• _Your objective_
A single number is all that's needed: how many lines in the data contain the string "bottom".

= Beginning of Section =

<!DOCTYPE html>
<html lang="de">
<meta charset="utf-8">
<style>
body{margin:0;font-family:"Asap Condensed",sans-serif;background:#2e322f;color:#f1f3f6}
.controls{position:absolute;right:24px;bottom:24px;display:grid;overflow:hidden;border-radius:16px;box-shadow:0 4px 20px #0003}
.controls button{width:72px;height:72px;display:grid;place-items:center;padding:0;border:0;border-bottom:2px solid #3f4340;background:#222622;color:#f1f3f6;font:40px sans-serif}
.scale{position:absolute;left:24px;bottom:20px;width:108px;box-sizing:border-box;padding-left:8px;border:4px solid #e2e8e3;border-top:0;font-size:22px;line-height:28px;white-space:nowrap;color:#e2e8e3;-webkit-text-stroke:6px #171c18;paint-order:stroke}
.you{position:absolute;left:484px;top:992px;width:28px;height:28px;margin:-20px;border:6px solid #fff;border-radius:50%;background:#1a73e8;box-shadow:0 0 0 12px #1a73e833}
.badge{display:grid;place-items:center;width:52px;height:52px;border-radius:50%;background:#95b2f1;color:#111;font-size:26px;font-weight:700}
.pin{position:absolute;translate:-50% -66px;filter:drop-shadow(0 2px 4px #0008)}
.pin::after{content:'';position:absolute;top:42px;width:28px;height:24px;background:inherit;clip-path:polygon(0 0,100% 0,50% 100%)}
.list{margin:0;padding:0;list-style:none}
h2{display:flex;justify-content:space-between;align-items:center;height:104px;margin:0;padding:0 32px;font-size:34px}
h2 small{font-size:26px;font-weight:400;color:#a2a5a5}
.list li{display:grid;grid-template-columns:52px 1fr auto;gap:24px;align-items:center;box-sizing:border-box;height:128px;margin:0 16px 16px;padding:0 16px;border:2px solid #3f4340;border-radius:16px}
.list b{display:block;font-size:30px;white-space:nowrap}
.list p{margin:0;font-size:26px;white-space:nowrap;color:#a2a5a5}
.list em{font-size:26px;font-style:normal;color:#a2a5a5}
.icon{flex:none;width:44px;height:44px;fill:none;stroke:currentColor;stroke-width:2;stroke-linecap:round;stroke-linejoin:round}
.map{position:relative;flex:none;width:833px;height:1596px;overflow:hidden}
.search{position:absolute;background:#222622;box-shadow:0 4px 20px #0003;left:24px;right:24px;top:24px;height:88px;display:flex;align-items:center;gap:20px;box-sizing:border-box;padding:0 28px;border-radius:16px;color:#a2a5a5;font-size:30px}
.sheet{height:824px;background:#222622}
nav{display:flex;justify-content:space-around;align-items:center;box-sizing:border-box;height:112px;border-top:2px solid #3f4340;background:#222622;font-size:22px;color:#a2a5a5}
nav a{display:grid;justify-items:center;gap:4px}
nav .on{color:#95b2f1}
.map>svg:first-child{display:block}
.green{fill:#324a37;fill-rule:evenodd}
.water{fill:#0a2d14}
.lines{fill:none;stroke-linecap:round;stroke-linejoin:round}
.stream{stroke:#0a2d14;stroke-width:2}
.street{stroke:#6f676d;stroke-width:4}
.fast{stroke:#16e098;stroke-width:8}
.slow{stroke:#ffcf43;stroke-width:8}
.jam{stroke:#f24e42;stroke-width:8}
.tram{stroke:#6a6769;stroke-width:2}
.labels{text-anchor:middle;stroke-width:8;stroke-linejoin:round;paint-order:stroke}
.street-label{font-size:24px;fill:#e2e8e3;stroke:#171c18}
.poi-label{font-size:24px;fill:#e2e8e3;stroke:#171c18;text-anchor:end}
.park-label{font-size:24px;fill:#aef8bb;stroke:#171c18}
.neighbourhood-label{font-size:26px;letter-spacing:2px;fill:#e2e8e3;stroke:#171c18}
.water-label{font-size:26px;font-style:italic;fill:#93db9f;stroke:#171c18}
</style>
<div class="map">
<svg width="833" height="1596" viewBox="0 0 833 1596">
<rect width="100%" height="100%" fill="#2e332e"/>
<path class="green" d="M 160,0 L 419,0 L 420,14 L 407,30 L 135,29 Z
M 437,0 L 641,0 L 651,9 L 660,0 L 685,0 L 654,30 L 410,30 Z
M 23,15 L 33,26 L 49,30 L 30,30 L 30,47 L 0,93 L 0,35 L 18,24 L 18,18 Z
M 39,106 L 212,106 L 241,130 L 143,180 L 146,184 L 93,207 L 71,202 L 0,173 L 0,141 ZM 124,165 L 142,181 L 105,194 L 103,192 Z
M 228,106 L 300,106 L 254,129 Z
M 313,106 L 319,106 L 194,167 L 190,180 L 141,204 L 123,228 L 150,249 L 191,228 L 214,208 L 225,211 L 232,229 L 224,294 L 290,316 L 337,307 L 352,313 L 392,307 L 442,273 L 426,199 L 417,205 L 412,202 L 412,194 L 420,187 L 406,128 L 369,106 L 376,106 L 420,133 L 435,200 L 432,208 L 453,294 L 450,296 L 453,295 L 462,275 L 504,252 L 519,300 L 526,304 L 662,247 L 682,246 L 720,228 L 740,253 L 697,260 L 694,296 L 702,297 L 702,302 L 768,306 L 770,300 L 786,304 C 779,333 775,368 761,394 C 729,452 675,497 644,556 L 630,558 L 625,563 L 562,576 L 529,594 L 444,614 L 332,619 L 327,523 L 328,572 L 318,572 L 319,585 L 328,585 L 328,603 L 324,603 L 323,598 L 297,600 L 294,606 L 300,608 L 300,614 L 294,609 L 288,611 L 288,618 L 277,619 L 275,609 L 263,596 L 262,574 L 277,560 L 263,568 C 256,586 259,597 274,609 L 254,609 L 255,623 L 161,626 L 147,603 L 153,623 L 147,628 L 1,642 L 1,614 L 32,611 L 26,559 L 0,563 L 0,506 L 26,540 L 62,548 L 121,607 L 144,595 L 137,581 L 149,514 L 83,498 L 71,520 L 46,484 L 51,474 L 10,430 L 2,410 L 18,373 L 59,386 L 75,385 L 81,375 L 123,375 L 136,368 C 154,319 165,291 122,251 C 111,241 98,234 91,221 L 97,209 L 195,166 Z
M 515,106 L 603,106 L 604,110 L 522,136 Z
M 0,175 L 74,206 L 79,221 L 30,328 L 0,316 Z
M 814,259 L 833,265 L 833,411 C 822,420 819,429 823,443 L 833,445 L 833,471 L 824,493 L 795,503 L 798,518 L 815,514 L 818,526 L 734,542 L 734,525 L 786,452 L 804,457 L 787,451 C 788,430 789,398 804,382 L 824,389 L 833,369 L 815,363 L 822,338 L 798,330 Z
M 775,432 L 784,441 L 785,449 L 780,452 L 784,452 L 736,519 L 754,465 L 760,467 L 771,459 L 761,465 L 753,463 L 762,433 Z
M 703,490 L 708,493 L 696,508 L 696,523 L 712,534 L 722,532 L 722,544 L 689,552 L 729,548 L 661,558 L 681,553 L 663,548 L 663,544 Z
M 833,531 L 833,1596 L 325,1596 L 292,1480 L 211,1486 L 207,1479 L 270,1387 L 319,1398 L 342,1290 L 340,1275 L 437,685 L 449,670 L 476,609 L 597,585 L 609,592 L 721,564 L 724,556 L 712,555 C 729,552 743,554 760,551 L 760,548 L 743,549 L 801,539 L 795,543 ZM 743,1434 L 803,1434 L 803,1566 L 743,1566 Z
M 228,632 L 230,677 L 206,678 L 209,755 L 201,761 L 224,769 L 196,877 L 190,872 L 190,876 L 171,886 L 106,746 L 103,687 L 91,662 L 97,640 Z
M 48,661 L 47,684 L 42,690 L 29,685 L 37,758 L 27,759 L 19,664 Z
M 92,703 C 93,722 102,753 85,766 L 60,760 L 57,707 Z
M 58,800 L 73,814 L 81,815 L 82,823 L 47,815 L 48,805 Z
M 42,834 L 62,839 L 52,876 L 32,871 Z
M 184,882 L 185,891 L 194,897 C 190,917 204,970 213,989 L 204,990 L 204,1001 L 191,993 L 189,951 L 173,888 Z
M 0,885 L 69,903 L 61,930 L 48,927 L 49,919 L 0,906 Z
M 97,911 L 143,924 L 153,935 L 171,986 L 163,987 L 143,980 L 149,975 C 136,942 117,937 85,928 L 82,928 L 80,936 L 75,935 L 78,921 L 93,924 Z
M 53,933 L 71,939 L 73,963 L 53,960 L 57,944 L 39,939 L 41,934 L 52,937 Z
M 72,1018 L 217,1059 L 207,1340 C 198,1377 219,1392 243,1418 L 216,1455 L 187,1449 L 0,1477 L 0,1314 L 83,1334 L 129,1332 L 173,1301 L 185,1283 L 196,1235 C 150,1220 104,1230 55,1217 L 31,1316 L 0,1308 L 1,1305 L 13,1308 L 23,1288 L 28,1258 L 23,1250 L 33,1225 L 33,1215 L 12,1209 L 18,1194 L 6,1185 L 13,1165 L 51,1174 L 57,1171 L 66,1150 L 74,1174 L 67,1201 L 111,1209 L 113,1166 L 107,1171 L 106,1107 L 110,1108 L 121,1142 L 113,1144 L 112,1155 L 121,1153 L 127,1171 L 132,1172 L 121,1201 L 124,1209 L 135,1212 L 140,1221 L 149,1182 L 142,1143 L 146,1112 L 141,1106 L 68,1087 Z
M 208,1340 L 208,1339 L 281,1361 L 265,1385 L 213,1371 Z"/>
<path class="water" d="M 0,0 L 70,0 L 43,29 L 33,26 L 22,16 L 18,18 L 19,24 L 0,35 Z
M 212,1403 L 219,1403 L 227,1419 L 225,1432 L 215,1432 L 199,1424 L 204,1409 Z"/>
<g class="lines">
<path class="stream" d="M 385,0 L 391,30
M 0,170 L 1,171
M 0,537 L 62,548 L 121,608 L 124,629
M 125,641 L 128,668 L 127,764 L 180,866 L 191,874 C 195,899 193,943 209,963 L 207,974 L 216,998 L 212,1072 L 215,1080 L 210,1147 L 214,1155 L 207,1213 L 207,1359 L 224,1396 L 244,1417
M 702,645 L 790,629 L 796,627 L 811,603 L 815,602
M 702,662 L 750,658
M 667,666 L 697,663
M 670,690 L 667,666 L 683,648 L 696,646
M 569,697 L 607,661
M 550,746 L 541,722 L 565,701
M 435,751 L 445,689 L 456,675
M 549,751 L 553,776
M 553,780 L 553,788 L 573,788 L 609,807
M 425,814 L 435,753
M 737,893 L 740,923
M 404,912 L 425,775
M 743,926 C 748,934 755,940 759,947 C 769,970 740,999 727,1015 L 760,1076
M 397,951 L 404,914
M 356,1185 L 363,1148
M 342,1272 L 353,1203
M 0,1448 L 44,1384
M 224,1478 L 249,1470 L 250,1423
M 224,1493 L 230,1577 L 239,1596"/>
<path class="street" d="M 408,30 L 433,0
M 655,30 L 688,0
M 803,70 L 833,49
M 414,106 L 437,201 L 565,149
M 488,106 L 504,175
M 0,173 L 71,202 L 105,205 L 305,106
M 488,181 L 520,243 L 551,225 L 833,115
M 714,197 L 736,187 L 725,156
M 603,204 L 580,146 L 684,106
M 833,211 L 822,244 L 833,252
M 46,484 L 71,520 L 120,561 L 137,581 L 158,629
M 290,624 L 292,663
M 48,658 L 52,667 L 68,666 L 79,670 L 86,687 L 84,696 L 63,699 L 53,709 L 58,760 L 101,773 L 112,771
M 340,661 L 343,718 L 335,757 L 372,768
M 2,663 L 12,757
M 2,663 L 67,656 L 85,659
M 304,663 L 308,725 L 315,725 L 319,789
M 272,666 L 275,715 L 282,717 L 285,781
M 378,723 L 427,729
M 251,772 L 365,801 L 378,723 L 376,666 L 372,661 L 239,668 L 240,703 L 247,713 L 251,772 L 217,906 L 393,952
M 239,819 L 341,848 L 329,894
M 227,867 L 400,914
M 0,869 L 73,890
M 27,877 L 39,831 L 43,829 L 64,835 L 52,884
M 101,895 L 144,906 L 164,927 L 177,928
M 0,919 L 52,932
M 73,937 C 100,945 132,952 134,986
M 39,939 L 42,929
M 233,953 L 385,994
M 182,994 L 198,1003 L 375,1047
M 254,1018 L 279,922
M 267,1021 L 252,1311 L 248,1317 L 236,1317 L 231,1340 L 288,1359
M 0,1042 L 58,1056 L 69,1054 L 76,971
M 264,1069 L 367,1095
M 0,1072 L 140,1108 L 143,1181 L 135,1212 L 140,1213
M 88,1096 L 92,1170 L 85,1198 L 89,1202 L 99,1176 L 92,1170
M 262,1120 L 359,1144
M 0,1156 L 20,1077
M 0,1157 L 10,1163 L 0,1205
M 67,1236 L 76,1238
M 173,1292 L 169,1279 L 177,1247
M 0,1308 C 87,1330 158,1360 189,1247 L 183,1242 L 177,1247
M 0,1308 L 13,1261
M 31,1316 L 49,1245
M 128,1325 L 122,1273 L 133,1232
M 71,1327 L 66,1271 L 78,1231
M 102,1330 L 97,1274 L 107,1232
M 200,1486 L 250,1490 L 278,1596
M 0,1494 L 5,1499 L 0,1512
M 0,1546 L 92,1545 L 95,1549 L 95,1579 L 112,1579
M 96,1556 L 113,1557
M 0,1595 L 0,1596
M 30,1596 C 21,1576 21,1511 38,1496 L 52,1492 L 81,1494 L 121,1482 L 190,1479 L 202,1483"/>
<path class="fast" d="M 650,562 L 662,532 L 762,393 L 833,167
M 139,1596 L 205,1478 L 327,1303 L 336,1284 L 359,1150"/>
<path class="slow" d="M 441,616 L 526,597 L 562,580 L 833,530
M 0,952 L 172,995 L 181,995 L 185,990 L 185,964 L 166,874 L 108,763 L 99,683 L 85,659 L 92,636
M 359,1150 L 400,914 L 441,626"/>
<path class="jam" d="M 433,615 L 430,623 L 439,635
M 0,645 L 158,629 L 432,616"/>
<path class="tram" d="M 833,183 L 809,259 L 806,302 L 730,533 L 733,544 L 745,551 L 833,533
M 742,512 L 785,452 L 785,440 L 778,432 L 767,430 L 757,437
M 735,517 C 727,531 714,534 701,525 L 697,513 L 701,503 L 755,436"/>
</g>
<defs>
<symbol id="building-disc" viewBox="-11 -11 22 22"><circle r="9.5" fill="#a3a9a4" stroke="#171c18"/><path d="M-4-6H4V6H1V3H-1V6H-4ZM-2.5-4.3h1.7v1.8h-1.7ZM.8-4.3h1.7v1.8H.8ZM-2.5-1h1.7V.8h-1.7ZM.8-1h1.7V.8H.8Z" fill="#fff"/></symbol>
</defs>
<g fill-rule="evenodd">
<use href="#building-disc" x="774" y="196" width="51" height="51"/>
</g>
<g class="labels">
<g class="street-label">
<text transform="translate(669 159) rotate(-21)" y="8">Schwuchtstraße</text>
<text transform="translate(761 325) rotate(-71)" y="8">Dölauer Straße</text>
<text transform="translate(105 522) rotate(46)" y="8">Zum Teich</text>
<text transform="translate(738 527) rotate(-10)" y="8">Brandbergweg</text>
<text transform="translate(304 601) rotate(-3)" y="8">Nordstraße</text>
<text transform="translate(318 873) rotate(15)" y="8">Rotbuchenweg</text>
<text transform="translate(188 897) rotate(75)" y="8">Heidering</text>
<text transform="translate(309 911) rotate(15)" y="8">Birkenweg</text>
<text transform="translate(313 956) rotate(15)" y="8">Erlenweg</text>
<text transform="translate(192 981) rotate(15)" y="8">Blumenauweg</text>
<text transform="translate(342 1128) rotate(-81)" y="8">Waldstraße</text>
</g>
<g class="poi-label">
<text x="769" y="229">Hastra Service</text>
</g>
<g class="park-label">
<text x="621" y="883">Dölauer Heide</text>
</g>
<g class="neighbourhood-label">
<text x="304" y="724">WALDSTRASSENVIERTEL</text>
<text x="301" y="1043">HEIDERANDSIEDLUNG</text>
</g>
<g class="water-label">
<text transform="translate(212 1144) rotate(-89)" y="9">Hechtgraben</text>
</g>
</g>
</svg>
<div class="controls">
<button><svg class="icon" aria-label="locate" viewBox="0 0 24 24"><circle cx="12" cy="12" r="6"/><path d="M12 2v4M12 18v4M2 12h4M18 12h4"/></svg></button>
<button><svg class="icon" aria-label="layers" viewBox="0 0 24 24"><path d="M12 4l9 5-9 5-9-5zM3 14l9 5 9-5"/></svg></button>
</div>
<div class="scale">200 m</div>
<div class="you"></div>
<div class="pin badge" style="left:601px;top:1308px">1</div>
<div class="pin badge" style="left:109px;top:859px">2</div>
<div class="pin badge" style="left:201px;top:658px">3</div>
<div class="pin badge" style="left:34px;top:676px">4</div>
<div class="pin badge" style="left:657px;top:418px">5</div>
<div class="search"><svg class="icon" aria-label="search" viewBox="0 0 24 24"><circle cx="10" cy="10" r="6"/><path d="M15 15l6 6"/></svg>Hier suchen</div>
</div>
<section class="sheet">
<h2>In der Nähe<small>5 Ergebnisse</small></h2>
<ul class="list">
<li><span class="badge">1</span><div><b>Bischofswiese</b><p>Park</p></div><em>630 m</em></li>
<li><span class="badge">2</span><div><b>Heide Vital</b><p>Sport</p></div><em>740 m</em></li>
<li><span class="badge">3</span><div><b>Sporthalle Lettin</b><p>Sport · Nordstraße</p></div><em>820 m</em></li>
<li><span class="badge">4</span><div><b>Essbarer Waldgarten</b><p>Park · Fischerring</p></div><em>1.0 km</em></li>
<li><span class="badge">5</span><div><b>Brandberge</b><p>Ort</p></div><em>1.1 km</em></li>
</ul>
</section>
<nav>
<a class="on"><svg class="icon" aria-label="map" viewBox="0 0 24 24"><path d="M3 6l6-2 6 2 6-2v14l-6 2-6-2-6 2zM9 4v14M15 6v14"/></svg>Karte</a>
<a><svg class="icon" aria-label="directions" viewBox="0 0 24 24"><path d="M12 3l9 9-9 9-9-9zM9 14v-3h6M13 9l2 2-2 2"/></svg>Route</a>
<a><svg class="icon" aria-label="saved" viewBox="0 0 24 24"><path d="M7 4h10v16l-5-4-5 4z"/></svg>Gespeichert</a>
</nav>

= End of Section =

• _Expected answer_
3